SYRACUSE, N.Y. (NCC News) — Summer is a fun and joyous time to go outside and enjoy the warmer weather. It’s also a time when teenagers and young adults are off or home from school, which gives them more free time to drive to friends’ houses or other leisure activities.
Unfortunately, this also means that these teens have more opportunities to be behind the wheel and potentially get into accidents. AAA has labeled this time period, from Memorial Day to Labor Day, the “100 Deadliest Days.” Between these two holidays, there is a significant increase in car accidents and teenage casualties related to car accidents.
Nationwide, 6,598 people have died in teen driver–related summertime crashes over a 10-year period from 2012 to 2021. In 2021 alone, 803 people were killed in these crashes. This is a 25 percent increase over pre–pandemic statistics from 2019.
In New York state, 19 were killed in crashes that involved teen drivers during the summer of 2021. From 2012 to 2021, 185 people were killed during the “100 Deadliest Days.” That equates to 19 deaths per year during that 10-year span. This is a big increase from 292 people killed over the course of nine non–summer months.
Valerie Puma, communications specialist at AAA, emphasizes the unfortunate trend of these numbers.
“Compared to 2019-21 when it was still up from the number that we were seeing before the pandemic,” Puma said. “So really, this is something that over the years is getting worse. So it’s something that teen drivers and their parents really need to be paying attention to.”
Parents are the first solution when it comes to trying to fix this dangerous time period.
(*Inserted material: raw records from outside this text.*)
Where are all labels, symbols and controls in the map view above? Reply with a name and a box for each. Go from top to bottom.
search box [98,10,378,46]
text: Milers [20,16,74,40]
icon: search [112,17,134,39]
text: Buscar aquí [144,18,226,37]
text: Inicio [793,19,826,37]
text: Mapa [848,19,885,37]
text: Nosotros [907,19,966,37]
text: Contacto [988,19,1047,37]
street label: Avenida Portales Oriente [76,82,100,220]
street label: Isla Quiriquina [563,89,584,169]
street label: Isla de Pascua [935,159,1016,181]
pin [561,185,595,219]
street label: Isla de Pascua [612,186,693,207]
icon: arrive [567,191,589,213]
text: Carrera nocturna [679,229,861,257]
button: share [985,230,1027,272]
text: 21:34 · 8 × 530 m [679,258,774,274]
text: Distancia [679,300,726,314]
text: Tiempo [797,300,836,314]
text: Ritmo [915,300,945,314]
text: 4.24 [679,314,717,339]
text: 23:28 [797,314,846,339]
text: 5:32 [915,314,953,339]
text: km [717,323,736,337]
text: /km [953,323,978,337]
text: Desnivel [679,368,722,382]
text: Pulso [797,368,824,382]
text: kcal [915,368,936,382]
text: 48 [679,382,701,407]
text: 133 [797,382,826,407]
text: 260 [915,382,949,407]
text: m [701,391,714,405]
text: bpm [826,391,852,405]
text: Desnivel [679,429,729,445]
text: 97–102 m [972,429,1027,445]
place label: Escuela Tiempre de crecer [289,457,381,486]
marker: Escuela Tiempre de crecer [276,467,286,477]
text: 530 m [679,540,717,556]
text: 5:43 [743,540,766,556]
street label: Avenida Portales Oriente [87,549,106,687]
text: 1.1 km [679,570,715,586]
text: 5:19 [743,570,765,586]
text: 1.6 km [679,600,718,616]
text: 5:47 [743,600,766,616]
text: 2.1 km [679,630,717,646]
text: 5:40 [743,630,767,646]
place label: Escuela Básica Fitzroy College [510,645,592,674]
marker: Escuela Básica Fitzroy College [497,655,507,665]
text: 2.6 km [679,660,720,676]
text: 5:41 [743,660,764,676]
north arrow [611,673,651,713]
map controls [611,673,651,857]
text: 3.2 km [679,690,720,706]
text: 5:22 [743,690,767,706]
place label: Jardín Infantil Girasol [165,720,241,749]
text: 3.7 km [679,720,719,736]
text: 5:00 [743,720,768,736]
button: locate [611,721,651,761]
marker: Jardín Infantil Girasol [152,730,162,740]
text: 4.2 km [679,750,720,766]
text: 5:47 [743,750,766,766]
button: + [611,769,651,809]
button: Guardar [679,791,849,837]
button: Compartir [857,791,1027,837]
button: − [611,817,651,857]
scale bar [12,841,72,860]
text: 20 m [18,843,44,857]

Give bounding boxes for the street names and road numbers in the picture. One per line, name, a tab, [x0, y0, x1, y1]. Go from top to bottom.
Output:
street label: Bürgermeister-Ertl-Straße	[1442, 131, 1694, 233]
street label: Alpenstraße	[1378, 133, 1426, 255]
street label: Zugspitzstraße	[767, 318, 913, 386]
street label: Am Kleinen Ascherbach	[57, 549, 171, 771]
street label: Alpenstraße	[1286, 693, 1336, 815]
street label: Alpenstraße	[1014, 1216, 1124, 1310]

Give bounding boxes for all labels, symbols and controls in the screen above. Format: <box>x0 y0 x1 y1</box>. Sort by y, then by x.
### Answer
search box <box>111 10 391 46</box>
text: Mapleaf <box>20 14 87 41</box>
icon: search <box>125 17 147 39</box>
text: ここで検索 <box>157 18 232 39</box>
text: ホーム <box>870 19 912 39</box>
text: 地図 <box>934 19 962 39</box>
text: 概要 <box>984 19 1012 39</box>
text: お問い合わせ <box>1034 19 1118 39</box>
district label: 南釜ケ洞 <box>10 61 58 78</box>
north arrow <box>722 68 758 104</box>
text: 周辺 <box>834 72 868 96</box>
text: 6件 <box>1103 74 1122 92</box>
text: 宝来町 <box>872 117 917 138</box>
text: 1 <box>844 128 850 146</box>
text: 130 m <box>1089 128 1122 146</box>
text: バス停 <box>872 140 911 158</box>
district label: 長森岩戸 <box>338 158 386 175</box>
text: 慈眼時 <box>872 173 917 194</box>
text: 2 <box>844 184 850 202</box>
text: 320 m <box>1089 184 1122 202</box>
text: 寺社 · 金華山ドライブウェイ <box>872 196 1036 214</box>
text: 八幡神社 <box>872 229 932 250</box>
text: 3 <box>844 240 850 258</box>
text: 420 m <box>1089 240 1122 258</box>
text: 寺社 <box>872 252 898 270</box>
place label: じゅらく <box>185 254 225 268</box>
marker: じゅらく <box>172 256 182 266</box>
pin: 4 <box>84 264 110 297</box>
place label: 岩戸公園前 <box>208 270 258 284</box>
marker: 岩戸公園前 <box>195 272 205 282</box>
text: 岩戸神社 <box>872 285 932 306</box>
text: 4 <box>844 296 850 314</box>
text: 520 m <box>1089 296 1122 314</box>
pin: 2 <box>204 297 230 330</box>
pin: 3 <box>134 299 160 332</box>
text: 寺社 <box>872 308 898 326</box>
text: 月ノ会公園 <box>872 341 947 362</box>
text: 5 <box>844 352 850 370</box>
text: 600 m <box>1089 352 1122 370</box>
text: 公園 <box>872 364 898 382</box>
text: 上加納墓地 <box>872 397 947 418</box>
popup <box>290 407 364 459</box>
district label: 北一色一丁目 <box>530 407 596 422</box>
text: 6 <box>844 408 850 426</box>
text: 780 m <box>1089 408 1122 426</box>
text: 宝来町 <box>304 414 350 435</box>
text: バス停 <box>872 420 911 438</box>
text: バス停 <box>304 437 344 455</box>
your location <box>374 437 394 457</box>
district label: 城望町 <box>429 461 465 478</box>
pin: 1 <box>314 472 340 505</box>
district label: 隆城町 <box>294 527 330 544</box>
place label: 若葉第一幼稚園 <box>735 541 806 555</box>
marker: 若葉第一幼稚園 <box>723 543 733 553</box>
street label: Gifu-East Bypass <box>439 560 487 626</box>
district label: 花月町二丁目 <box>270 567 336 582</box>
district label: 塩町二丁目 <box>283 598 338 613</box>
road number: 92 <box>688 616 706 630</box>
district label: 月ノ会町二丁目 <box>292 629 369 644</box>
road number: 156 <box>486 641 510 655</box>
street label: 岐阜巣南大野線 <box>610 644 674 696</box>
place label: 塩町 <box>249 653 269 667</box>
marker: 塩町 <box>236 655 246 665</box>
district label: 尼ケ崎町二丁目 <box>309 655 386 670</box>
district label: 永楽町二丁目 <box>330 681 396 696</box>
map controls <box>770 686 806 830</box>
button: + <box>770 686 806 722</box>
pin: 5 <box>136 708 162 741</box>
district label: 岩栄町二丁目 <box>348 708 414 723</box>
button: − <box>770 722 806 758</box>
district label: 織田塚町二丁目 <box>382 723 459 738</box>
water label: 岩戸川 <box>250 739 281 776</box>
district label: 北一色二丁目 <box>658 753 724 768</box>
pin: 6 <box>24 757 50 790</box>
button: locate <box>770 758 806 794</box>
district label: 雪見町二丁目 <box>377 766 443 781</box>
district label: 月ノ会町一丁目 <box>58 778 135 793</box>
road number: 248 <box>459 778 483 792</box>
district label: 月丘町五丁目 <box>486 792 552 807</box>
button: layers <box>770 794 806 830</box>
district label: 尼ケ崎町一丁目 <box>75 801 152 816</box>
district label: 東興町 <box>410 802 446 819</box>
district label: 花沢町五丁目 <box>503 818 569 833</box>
Puma says that the best solution is also one of the easiest.
“Parents of teen drivers really start lessons at home. You want to be a good role model for your younger driver. You want to make sure that you’re showing them that you can’t play on your phone while you’re in the car. You need to limit all distractions, make sure that you’re really paying attention not only to what you are doing, but what other drivers are doing on the road. So it really starts at home.”
With so many festivals and fun activities to get to this summer, experts say, safety and awareness should always take a front seat.